_GIVEN INFORMATION_:
____________________

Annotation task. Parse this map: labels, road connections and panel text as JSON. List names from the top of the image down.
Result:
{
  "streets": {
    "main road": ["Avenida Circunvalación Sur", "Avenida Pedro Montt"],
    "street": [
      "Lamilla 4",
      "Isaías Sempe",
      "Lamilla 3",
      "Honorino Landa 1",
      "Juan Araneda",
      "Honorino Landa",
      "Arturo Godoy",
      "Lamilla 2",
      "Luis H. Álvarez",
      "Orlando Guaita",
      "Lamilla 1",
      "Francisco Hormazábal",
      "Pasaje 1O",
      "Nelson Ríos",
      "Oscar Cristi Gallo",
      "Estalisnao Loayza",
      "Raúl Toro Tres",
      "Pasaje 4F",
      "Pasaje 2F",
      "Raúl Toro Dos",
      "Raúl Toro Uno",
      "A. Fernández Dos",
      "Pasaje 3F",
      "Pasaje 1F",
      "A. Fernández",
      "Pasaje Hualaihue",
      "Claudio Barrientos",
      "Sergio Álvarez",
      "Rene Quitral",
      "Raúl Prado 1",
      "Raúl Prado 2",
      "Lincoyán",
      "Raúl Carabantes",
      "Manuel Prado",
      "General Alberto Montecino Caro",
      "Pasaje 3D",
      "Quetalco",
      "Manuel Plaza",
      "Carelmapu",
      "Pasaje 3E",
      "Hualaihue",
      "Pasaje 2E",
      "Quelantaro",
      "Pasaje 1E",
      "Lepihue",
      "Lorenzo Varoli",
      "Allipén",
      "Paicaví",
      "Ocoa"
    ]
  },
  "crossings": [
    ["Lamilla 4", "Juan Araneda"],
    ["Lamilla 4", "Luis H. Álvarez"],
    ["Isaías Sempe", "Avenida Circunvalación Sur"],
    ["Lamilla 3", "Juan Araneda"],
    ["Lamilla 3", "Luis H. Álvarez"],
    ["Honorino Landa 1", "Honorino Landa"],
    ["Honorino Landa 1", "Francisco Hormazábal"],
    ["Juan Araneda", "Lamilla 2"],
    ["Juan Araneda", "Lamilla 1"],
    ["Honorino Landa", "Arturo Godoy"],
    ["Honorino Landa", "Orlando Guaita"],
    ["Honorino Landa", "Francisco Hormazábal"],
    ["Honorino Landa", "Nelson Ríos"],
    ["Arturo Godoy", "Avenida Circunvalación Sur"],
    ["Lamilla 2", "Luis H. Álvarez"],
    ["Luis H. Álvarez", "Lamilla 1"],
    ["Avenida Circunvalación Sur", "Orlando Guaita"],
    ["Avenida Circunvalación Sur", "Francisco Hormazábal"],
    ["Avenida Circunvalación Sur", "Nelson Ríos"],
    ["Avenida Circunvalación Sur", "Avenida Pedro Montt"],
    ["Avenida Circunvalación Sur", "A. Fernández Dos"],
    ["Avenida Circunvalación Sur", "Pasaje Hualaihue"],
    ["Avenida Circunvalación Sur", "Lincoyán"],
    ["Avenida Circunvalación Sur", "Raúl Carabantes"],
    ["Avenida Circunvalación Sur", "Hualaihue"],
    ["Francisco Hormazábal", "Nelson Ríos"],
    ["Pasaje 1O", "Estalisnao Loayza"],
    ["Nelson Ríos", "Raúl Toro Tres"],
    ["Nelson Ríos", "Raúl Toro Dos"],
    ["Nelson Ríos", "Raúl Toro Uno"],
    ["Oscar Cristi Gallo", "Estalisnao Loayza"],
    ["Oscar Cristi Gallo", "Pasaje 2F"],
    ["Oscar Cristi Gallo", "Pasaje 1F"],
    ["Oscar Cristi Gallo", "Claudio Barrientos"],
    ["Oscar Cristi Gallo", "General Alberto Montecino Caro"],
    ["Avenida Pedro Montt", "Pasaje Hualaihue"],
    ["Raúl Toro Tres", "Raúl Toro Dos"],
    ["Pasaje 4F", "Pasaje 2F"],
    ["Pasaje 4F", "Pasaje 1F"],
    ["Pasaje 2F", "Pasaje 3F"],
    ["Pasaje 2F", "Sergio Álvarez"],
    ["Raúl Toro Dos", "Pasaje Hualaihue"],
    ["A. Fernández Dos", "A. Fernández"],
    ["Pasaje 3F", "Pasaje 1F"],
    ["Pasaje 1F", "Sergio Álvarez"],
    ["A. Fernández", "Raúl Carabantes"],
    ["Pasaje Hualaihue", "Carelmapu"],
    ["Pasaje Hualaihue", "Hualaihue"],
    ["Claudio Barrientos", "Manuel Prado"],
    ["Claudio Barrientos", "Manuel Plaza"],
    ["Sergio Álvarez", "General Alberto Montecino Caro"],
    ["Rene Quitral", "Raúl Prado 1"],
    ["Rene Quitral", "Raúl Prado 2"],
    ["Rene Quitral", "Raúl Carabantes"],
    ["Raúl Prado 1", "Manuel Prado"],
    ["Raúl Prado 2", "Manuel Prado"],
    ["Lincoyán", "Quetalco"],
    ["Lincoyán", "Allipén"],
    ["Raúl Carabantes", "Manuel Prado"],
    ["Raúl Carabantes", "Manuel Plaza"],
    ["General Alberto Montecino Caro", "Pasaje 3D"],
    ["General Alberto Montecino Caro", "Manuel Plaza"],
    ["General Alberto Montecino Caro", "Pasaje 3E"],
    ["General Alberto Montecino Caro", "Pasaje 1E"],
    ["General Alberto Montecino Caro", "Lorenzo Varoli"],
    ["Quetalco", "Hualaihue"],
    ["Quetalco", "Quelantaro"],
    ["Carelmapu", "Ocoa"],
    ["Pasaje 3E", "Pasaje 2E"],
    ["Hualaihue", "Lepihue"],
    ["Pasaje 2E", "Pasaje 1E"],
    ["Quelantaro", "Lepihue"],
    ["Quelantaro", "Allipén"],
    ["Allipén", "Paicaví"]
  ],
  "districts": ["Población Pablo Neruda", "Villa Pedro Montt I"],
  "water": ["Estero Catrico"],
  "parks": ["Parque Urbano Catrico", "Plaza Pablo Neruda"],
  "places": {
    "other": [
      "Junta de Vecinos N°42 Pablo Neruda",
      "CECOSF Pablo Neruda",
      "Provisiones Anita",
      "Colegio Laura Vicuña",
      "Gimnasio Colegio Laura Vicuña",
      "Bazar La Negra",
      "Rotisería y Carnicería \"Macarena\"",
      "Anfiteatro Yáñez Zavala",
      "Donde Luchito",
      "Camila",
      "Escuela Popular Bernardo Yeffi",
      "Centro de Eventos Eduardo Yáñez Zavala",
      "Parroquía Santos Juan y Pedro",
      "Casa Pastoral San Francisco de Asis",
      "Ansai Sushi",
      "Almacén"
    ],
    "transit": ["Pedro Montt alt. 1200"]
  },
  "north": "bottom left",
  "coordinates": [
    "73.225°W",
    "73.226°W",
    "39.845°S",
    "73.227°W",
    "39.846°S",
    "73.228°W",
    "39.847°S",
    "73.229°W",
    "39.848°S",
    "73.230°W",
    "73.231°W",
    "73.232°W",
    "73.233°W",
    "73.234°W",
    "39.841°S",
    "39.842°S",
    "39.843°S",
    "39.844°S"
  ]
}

____________________

Restate the data above word for word, omitting nothing.

Annotation task. Parse this map: labels, road connections and panel text as JSON. List names from the top of the image down.
Result:
{
  "streets": {
    "main road": ["Avenida Circunvalación Sur", "Avenida Pedro Montt"],
    "street": [
      "Lamilla 4",
      "Isaías Sempe",
      "Lamilla 3",
      "Honorino Landa 1",
      "Juan Araneda",
      "Honorino Landa",
      "Arturo Godoy",
      "Lamilla 2",
      "Luis H. Álvarez",
      "Orlando Guaita",
      "Lamilla 1",
      "Francisco Hormazábal",
      "Pasaje 1O",
      "Nelson Ríos",
      "Oscar Cristi Gallo",
      "Estalisnao Loayza",
      "Raúl Toro Tres",
      "Pasaje 4F",
      "Pasaje 2F",
      "Raúl Toro Dos",
      "Raúl Toro Uno",
      "A. Fernández Dos",
      "Pasaje 3F",
      "Pasaje 1F",
      "A. Fernández",
      "Pasaje Hualaihue",
      "Claudio Barrientos",
      "Sergio Álvarez",
      "Rene Quitral",
      "Raúl Prado 1",
      "Raúl Prado 2",
      "Lincoyán",
      "Raúl Carabantes",
      "Manuel Prado",
      "General Alberto Montecino Caro",
      "Pasaje 3D",
      "Quetalco",
      "Manuel Plaza",
      "Carelmapu",
      "Pasaje 3E",
      "Hualaihue",
      "Pasaje 2E",
      "Quelantaro",
      "Pasaje 1E",
      "Lepihue",
      "Lorenzo Varoli",
      "Allipén",
      "Paicaví",
      "Ocoa"
    ]
  },
  "crossings": [
    ["Lamilla 4", "Juan Araneda"],
    ["Lamilla 4", "Luis H. Álvarez"],
    ["Isaías Sempe", "Avenida Circunvalación Sur"],
    ["Lamilla 3", "Juan Araneda"],
    ["Lamilla 3", "Luis H. Álvarez"],
    ["Honorino Landa 1", "Honorino Landa"],
    ["Honorino Landa 1", "Francisco Hormazábal"],
    ["Juan Araneda", "Lamilla 2"],
    ["Juan Araneda", "Lamilla 1"],
    ["Honorino Landa", "Arturo Godoy"],
    ["Honorino Landa", "Orlando Guaita"],
    ["Honorino Landa", "Francisco Hormazábal"],
    ["Honorino Landa", "Nelson Ríos"],
    ["Arturo Godoy", "Avenida Circunvalación Sur"],
    ["Lamilla 2", "Luis H. Álvarez"],
    ["Luis H. Álvarez", "Lamilla 1"],
    ["Avenida Circunvalación Sur", "Orlando Guaita"],
    ["Avenida Circunvalación Sur", "Francisco Hormazábal"],
    ["Avenida Circunvalación Sur", "Nelson Ríos"],
    ["Avenida Circunvalación Sur", "Avenida Pedro Montt"],
    ["Avenida Circunvalación Sur", "A. Fernández Dos"],
    ["Avenida Circunvalación Sur", "Pasaje Hualaihue"],
    ["Avenida Circunvalación Sur", "Lincoyán"],
    ["Avenida Circunvalación Sur", "Raúl Carabantes"],
    ["Avenida Circunvalación Sur", "Hualaihue"],
    ["Francisco Hormazábal", "Nelson Ríos"],
    ["Pasaje 1O", "Estalisnao Loayza"],
    ["Nelson Ríos", "Raúl Toro Tres"],
    ["Nelson Ríos", "Raúl Toro Dos"],
    ["Nelson Ríos", "Raúl Toro Uno"],
    ["Oscar Cristi Gallo", "Estalisnao Loayza"],
    ["Oscar Cristi Gallo", "Pasaje 2F"],
    ["Oscar Cristi Gallo", "Pasaje 1F"],
    ["Oscar Cristi Gallo", "Claudio Barrientos"],
    ["Oscar Cristi Gallo", "General Alberto Montecino Caro"],
    ["Avenida Pedro Montt", "Pasaje Hualaihue"],
    ["Raúl Toro Tres", "Raúl Toro Dos"],
    ["Pasaje 4F", "Pasaje 2F"],
    ["Pasaje 4F", "Pasaje 1F"],
    ["Pasaje 2F", "Pasaje 3F"],
    ["Pasaje 2F", "Sergio Álvarez"],
    ["Raúl Toro Dos", "Pasaje Hualaihue"],
    ["A. Fernández Dos", "A. Fernández"],
    ["Pasaje 3F", "Pasaje 1F"],
    ["Pasaje 1F", "Sergio Álvarez"],
    ["A. Fernández", "Raúl Carabantes"],
    ["Pasaje Hualaihue", "Carelmapu"],
    ["Pasaje Hualaihue", "Hualaihue"],
    ["Claudio Barrientos", "Manuel Prado"],
    ["Claudio Barrientos", "Manuel Plaza"],
    ["Sergio Álvarez", "General Alberto Montecino Caro"],
    ["Rene Quitral", "Raúl Prado 1"],
    ["Rene Quitral", "Raúl Prado 2"],
    ["Rene Quitral", "Raúl Carabantes"],
    ["Raúl Prado 1", "Manuel Prado"],
    ["Raúl Prado 2", "Manuel Prado"],
    ["Lincoyán", "Quetalco"],
    ["Lincoyán", "Allipén"],
    ["Raúl Carabantes", "Manuel Prado"],
    ["Raúl Carabantes", "Manuel Plaza"],
    ["General Alberto Montecino Caro", "Pasaje 3D"],
    ["General Alberto Montecino Caro", "Manuel Plaza"],
    ["General Alberto Montecino Caro", "Pasaje 3E"],
    ["General Alberto Montecino Caro", "Pasaje 1E"],
    ["General Alberto Montecino Caro", "Lorenzo Varoli"],
    ["Quetalco", "Hualaihue"],
    ["Quetalco", "Quelantaro"],
    ["Carelmapu", "Ocoa"],
    ["Pasaje 3E", "Pasaje 2E"],
    ["Hualaihue", "Lepihue"],
    ["Pasaje 2E", "Pasaje 1E"],
    ["Quelantaro", "Lepihue"],
    ["Quelantaro", "Allipén"],
    ["Allipén", "Paicaví"]
  ],
  "districts": ["Población Pablo Neruda", "Villa Pedro Montt I"],
  "water": ["Estero Catrico"],
  "parks": ["Parque Urbano Catrico", "Plaza Pablo Neruda"],
  "places": {
    "other": [
      "Junta de Vecinos N°42 Pablo Neruda",
      "CECOSF Pablo Neruda",
      "Provisiones Anita",
      "Colegio Laura Vicuña",
      "Gimnasio Colegio Laura Vicuña",
      "Bazar La Negra",
      "Rotisería y Carnicería \"Macarena\"",
      "Anfiteatro Yáñez Zavala",
      "Donde Luchito",
      "Camila",
      "Escuela Popular Bernardo Yeffi",
      "Centro de Eventos Eduardo Yáñez Zavala",
      "Parroquía Santos Juan y Pedro",
      "Casa Pastoral San Francisco de Asis",
      "Ansai Sushi",
      "Almacén"
    ],
    "transit": ["Pedro Montt alt. 1200"]
  },
  "north": "bottom left",
  "coordinates": [
    "73.225°W",
    "73.226°W",
    "39.845°S",
    "73.227°W",
    "39.846°S",
    "73.228°W",
    "39.847°S",
    "73.229°W",
    "39.848°S",
    "73.230°W",
    "73.231°W",
    "73.232°W",
    "73.233°W",
    "73.234°W",
    "39.841°S",
    "39.842°S",
    "39.843°S",
    "39.844°S"
  ]
}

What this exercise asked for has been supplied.